It delights me every time I discover a way that the world of knowledge available to human kind is applicable across disciplines.
Granted, the book Made to Stick is intended to apply as a guideline without any particular discipline in mind, only communication and retention of ideas in general.
I’m working right now to make a particular set of ideas sticky in my organization.
Aside from crafting an appealing presentation of the message itself, who you convince is just as important.
I’m only going to succeed if all the key stakeholders and influencers in that decision are on board.
When they talk with each other about this, they should find they already agree on the approach.
The approach I’m trying to make stick.
Sticky Status Meetings
While driving to work one day, I realized how the ideas can and should apply to project status meetings.
There are usually specific points that you want to highlight with those in the room, be they the sponsor, project team, customer, etc.
Let’s say you have a particular risk on your project that is looking like it may be a big issue, and you are asking for your sponsor’s help in mitigating or preparing for it.
If that is the biggest issue for your sponsor to help with, you want the risk and what they can do to help to stick with them, and make it a dominant thought when they leave the meeting.
Whenever they think of your project, they should associate it with that risk they need to help with.
Sticky Team Meetings
OK, so now you are holding a status meeting with your team.
You want to review progress over the last period, talk about what is happening now and coming up, and make sure everyone is away of risks that could impact their work.
This is an opportunity to recognize people for their accomplishments, and it would be very helpful if the idea that “this project manager appreciates our effort, and recognizes us for it” sticks with them.
You also may want to pick out a few key milestones that everyone is working towards, and major risks they should look out for so you can be notified as early as possible if something comes up.
With every example you care to come up with, it is important how you craft and present the message.
What are your sticky ideas, and how do you make them stick?
Right now there is a group of ideas I’m trying to make stick in my organization.
I want to re-align teams and system architecture to enable lean/agile for future missions.
There is a lot of momentum in the culture for doing things the way they’ve always been done, but so far it looks promising.

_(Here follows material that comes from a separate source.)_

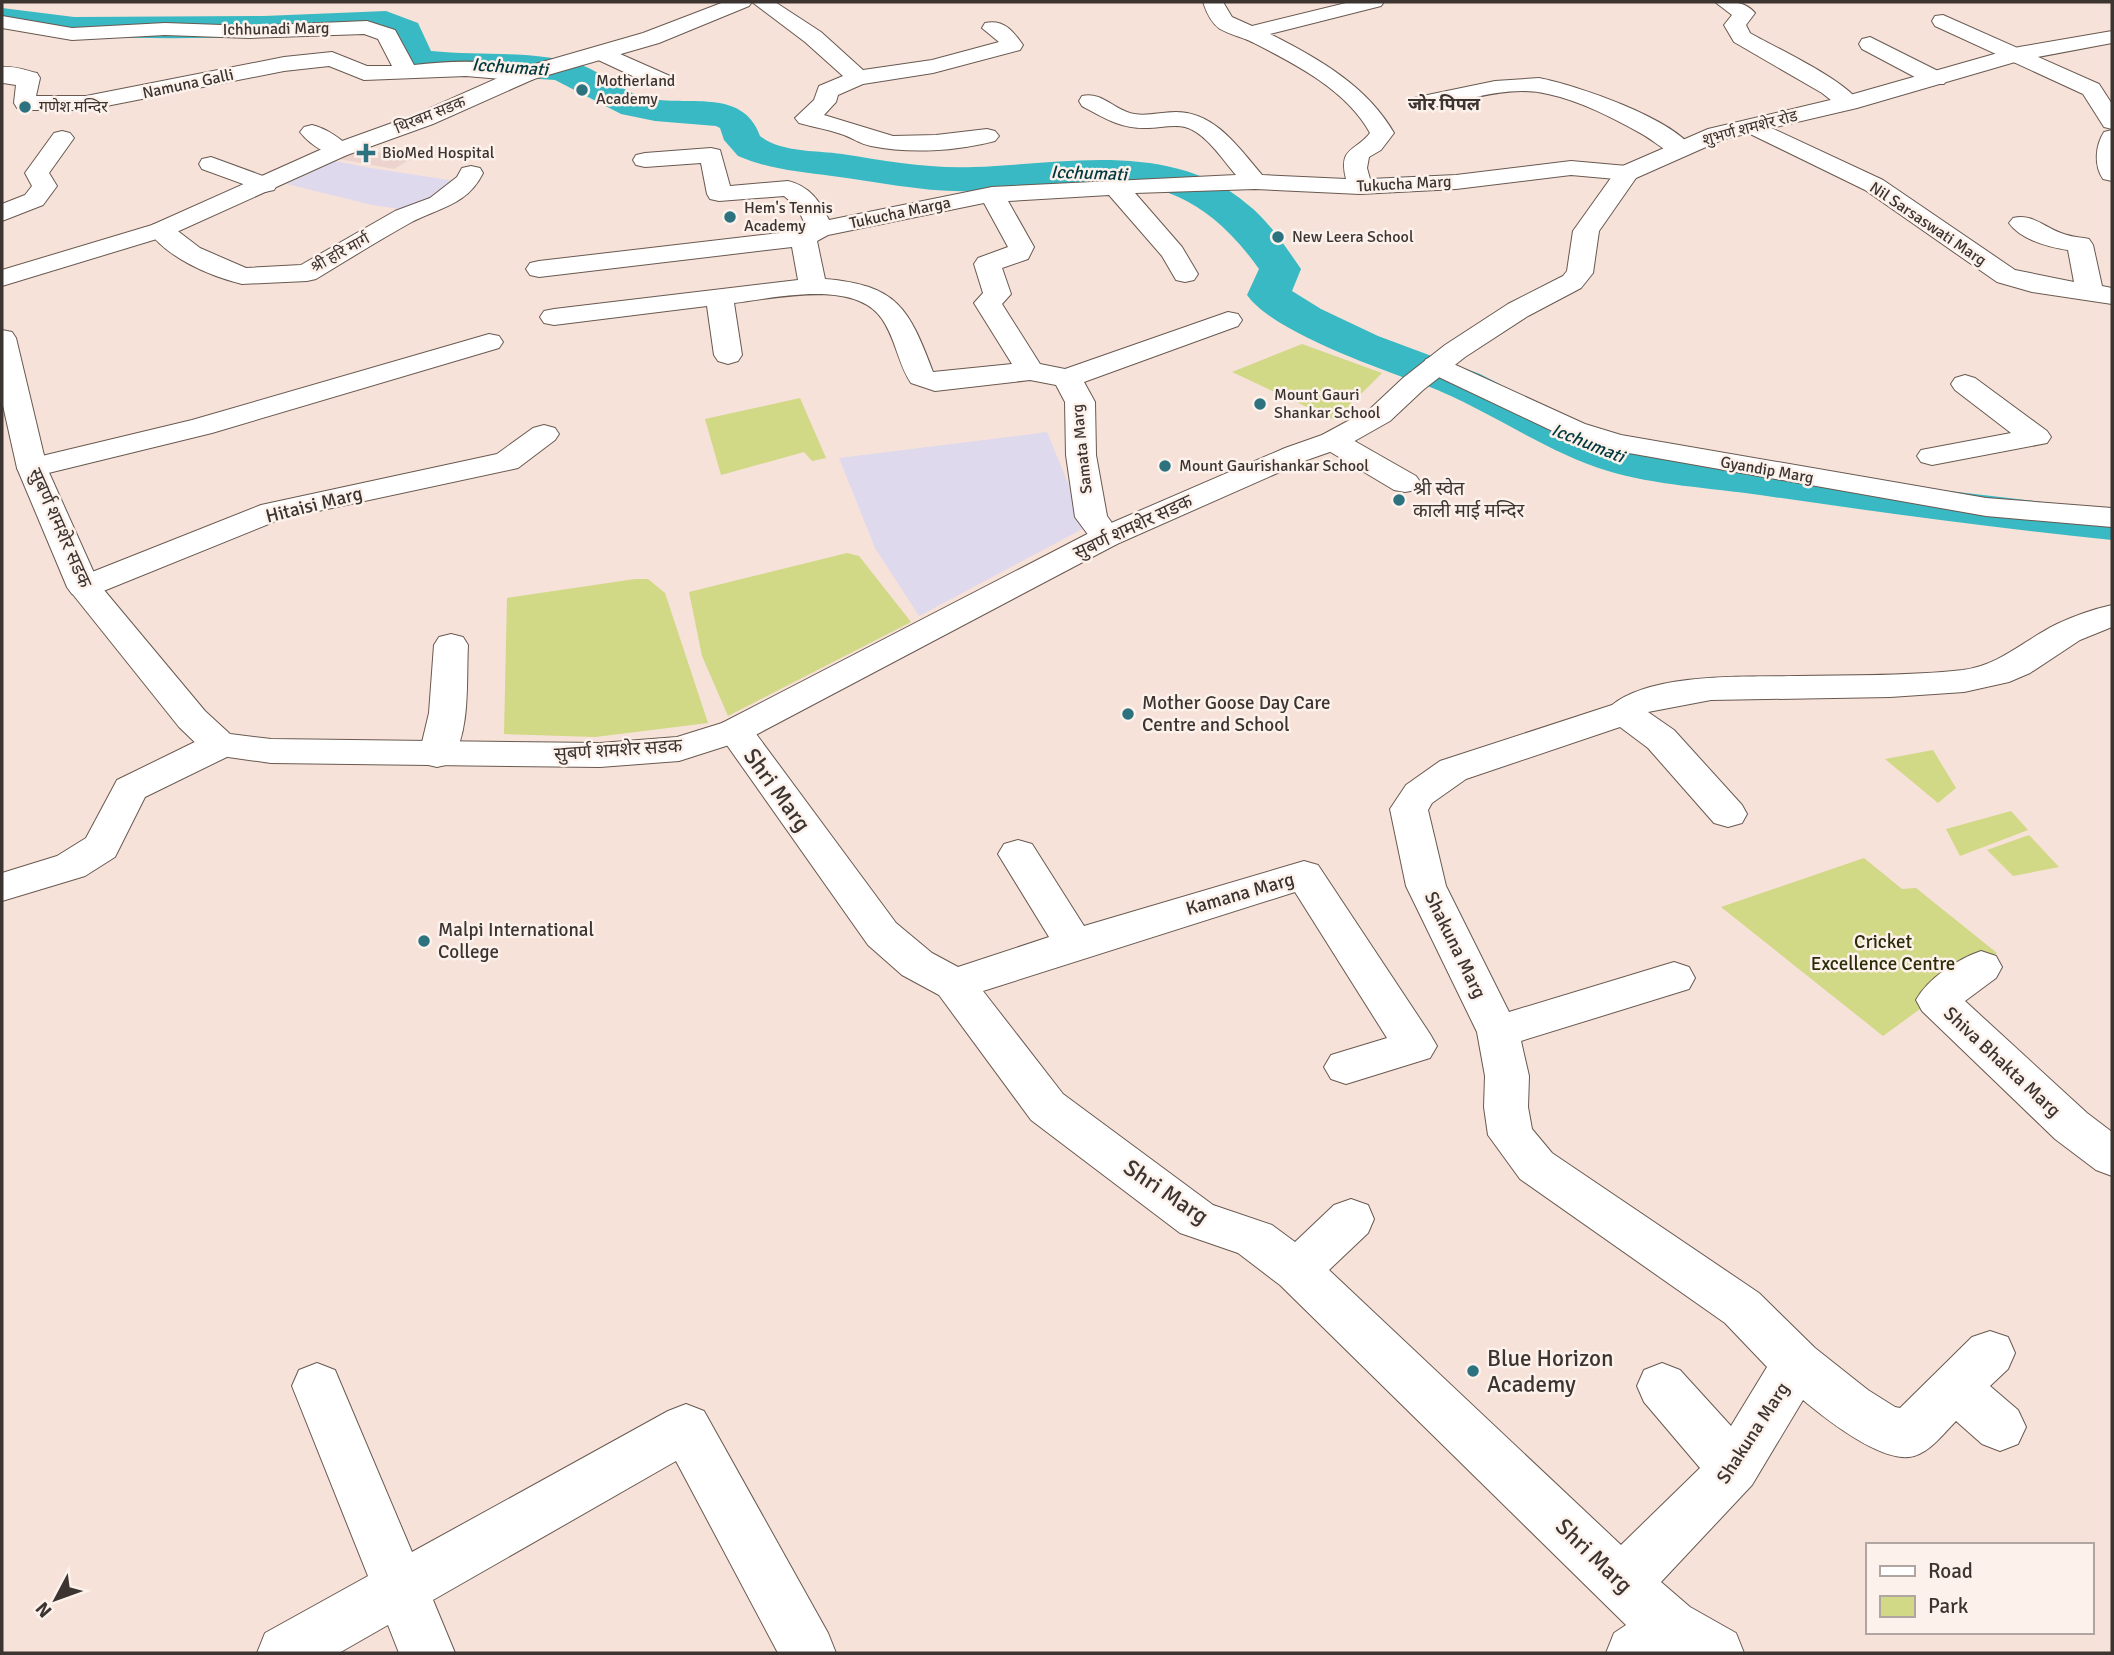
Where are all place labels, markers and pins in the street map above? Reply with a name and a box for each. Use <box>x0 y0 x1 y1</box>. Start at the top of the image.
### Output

Love this book! It really “stuck” with me long after I read it. Incidentally, at our team meeting this week I summarized some of the comments that were made in three pithy phrases of roughly 3-4 words. I was really just having fun with it to end the meeting on a positive note, but I suppose it could work as a quick summary of the important take-aways of the meeting, like “Say ‘No’ to Creep” and “Ryan Rocks”.
I like that Andy. It’s like “Got Milk?” and other catch phrases that aren’t easy to forget and stick with you.
Since we live in a world where ideas and information are a form of currency, knowing how to better share them with others and be remembered is extremely important to any activity.
Exactamundo T. Jay, well said indeed.